### Records to process
= = = = = = =

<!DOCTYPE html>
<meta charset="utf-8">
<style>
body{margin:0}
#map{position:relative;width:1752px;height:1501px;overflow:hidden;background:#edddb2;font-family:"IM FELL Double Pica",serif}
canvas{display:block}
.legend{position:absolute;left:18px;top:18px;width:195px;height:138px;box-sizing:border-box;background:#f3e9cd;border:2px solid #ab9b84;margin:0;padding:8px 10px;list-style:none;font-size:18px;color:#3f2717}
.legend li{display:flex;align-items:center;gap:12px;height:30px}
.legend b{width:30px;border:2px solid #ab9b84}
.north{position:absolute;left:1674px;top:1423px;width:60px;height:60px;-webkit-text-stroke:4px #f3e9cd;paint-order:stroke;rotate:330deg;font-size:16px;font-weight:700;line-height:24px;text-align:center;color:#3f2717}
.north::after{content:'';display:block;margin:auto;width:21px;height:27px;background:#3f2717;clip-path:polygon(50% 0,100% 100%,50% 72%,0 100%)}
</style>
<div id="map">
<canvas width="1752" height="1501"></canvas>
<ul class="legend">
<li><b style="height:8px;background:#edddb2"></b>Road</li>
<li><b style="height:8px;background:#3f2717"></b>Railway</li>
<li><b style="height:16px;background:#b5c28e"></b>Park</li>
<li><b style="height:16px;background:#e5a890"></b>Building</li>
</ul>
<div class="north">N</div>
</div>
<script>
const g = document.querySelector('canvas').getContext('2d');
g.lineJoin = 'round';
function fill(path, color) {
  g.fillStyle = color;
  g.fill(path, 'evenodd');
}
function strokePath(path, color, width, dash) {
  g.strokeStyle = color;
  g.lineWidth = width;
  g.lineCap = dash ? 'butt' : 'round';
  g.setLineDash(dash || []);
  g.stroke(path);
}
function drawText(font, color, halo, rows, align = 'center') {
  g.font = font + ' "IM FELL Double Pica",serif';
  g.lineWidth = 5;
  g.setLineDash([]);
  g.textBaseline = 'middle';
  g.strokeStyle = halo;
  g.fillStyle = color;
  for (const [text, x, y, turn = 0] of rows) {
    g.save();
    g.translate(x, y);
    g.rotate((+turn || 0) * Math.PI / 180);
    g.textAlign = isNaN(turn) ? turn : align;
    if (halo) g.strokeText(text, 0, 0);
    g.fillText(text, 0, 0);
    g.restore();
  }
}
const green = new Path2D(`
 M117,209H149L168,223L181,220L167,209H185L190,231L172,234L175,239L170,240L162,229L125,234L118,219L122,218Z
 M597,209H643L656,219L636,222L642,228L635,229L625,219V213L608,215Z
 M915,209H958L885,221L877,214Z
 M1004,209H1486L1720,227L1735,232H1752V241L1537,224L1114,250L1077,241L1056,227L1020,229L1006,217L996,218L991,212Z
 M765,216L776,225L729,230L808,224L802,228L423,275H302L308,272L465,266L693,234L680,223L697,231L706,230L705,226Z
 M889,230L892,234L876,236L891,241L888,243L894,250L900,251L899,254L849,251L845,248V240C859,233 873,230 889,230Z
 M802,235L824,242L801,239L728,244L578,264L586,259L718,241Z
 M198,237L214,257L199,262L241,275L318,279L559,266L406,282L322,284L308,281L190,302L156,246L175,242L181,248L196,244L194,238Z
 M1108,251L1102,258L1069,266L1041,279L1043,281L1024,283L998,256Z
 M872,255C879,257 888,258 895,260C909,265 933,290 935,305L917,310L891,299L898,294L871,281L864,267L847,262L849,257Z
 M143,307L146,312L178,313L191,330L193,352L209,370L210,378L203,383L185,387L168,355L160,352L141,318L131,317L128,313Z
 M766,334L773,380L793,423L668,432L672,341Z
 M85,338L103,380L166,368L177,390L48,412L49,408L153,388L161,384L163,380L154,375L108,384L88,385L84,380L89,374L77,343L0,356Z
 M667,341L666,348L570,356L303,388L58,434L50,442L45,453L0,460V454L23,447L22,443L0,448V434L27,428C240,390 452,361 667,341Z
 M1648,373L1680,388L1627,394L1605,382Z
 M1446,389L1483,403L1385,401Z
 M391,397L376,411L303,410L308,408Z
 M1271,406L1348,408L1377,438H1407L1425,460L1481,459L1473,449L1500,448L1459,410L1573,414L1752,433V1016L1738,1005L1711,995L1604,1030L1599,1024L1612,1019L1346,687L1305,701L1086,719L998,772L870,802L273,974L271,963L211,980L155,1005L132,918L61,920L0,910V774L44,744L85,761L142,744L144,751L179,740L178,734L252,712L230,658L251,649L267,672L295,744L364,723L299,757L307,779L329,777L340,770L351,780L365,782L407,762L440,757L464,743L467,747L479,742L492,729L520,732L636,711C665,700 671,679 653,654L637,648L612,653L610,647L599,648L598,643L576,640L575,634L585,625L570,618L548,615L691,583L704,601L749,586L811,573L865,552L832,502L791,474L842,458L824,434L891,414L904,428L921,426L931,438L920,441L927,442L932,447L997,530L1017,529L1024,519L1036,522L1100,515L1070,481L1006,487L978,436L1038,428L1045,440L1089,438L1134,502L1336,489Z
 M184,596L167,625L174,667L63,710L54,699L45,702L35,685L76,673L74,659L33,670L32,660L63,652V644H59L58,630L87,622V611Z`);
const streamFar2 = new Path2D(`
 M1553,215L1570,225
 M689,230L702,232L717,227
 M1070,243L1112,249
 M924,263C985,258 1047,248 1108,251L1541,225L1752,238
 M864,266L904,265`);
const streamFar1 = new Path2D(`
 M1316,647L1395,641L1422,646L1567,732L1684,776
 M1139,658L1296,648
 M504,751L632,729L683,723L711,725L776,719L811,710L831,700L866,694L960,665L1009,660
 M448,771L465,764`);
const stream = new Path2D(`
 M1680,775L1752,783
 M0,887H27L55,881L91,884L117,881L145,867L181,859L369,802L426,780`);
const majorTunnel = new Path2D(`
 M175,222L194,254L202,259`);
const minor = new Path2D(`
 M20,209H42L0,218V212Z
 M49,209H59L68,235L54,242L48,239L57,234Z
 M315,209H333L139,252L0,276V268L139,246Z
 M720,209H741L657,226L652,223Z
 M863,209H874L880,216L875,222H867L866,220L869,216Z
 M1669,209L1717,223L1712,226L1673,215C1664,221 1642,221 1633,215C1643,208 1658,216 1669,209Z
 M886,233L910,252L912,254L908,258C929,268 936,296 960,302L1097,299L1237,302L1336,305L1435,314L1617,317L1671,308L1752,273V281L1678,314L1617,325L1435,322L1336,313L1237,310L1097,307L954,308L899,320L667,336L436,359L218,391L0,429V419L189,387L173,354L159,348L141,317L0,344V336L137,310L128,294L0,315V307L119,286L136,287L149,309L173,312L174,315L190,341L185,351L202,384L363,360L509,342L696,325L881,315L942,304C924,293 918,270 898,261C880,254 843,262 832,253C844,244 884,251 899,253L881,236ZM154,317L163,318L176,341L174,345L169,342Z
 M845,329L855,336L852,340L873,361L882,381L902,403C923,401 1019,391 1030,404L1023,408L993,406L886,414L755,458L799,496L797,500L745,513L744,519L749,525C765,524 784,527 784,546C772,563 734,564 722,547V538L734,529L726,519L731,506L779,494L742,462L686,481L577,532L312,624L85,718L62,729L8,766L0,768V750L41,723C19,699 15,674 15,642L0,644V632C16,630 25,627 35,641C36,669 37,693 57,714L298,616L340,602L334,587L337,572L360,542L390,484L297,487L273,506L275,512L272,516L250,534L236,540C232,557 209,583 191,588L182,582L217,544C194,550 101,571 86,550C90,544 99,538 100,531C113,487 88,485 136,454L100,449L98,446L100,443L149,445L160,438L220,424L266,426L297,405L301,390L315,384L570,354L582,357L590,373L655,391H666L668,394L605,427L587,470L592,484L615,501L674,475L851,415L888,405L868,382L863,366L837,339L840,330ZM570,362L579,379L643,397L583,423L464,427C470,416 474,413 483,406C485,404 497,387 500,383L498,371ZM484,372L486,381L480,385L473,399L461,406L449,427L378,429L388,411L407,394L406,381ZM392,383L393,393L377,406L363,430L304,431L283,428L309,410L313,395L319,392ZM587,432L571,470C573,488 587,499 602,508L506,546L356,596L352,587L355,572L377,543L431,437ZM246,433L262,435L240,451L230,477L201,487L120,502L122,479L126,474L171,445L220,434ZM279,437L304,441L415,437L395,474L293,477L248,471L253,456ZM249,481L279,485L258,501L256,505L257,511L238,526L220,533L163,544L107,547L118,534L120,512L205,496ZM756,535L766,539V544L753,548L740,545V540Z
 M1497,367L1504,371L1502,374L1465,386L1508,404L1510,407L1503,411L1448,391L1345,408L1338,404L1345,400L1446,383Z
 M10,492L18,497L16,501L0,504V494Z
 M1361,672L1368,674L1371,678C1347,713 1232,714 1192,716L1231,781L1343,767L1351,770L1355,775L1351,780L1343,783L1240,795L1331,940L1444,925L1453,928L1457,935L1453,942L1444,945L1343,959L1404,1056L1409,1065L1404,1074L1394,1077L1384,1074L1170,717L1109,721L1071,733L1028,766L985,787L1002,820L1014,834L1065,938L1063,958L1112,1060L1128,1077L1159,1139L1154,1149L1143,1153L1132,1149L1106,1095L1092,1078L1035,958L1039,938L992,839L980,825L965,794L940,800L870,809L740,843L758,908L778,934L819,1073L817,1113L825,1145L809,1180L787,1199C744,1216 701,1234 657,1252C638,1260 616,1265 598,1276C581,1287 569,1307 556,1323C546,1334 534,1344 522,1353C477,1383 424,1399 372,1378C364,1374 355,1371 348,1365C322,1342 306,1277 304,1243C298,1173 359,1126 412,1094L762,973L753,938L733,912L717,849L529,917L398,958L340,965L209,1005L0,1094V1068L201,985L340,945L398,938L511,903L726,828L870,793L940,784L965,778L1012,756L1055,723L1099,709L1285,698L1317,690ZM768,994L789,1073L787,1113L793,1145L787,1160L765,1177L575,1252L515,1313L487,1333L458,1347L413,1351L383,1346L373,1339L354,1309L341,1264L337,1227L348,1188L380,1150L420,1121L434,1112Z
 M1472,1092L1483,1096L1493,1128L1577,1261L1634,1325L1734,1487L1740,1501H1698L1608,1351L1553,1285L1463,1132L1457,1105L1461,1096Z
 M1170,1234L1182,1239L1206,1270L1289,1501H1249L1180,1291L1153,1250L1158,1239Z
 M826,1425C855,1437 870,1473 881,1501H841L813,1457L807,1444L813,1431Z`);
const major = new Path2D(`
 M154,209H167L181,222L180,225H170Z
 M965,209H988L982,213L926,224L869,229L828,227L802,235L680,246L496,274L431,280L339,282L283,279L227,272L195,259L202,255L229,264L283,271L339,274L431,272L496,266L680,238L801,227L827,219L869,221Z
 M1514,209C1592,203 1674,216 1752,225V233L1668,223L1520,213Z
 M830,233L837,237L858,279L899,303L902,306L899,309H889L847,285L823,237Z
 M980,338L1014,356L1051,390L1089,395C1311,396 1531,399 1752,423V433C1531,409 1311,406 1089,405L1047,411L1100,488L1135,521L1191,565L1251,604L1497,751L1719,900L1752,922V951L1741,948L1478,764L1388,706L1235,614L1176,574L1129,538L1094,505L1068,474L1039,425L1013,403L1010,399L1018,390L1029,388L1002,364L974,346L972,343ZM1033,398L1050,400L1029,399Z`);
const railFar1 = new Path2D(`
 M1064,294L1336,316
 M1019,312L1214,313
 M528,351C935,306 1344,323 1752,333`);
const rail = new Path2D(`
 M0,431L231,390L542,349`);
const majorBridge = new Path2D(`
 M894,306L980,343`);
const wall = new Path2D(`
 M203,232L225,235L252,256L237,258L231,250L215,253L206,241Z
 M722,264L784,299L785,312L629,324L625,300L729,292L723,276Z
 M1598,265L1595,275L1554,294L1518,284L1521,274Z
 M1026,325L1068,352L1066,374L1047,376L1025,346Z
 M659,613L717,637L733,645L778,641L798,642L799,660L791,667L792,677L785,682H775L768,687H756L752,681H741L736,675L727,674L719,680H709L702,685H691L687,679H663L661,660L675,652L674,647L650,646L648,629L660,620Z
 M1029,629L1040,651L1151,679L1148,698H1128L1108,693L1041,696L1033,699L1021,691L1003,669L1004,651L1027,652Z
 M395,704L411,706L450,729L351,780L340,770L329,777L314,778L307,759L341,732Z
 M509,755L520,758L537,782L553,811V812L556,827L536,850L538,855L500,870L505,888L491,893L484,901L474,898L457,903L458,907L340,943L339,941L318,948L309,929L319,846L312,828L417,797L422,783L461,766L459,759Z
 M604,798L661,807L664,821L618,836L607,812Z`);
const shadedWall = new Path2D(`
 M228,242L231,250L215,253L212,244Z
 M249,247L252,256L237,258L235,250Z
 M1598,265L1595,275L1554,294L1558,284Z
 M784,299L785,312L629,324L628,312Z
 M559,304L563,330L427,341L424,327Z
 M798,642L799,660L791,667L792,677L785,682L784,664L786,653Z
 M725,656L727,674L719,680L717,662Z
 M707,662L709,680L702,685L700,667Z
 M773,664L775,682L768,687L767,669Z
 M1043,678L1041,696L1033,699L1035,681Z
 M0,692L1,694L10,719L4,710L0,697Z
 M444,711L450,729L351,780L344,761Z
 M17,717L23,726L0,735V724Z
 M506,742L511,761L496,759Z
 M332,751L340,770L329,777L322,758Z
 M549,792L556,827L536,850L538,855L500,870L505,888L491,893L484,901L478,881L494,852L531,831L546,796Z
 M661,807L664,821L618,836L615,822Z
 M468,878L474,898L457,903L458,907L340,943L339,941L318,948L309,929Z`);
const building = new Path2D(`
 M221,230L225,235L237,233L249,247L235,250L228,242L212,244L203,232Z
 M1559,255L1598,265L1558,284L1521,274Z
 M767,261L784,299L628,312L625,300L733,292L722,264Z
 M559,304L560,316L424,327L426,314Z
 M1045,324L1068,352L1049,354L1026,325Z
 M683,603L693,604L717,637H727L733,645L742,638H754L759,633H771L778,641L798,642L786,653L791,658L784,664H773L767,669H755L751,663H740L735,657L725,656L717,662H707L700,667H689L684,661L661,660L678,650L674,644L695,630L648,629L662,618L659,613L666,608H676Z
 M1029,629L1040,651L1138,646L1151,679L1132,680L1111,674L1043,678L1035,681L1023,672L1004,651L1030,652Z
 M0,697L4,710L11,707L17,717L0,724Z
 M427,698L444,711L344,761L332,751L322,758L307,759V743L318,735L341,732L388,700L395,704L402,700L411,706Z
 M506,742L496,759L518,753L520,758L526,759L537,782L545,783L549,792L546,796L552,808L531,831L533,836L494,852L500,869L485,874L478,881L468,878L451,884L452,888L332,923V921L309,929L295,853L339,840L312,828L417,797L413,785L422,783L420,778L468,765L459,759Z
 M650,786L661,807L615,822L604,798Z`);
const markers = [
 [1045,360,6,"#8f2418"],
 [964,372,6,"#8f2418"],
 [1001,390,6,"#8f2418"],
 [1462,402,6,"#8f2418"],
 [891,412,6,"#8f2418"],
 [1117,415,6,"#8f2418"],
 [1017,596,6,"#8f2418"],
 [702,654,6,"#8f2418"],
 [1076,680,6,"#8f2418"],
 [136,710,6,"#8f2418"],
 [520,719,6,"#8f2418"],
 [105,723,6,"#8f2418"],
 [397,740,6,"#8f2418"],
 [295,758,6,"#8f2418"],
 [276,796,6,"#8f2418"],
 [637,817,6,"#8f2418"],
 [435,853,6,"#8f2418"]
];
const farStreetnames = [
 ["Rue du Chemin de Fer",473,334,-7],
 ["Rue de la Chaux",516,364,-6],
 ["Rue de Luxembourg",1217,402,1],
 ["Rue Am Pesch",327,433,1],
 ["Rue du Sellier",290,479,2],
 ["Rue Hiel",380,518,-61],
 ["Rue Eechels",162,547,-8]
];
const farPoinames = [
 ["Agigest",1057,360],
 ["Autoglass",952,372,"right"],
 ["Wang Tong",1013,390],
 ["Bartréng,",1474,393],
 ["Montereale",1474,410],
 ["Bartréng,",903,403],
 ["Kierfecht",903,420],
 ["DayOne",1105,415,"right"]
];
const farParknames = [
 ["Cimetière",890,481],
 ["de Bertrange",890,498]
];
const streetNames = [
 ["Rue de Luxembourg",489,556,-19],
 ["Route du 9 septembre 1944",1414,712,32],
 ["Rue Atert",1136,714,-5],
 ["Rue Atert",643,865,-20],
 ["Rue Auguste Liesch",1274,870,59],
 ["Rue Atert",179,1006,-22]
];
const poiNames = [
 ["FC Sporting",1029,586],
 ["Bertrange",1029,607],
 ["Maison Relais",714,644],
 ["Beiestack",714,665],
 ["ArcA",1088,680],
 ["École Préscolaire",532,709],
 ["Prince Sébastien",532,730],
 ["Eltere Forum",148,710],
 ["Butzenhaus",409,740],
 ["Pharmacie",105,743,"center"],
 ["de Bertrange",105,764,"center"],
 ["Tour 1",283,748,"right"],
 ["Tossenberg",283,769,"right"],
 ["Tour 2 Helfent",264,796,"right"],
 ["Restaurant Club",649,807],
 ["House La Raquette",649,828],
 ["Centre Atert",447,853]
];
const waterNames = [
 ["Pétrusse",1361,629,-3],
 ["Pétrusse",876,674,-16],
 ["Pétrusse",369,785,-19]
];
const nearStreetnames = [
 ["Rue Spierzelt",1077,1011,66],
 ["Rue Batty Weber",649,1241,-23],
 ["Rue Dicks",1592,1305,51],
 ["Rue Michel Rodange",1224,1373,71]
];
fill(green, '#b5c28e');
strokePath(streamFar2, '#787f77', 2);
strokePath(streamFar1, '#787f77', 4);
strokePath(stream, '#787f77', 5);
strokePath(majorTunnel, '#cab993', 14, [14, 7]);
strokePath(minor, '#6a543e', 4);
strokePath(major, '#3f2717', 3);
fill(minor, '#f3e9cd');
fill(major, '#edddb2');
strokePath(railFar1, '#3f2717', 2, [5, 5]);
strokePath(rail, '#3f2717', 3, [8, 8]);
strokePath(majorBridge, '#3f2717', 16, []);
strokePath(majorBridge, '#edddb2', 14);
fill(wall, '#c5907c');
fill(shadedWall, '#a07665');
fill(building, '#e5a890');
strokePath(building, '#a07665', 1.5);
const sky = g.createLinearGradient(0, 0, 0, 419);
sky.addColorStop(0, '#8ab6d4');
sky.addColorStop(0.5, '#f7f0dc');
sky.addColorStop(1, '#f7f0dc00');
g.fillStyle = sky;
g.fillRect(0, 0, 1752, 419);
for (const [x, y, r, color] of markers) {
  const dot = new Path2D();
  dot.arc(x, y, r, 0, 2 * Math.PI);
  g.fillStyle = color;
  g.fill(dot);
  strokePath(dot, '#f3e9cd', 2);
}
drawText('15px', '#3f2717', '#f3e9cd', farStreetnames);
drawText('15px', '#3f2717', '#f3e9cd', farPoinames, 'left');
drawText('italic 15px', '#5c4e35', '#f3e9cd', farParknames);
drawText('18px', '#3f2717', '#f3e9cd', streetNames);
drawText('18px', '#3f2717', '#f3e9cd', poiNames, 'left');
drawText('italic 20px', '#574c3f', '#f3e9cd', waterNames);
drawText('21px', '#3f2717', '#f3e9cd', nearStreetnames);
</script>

= = = = = = =

### Goal of the exercise
Counting only lines that contain the word "turn", how many are there in the records above? Give the number alone.

### Exercise output
3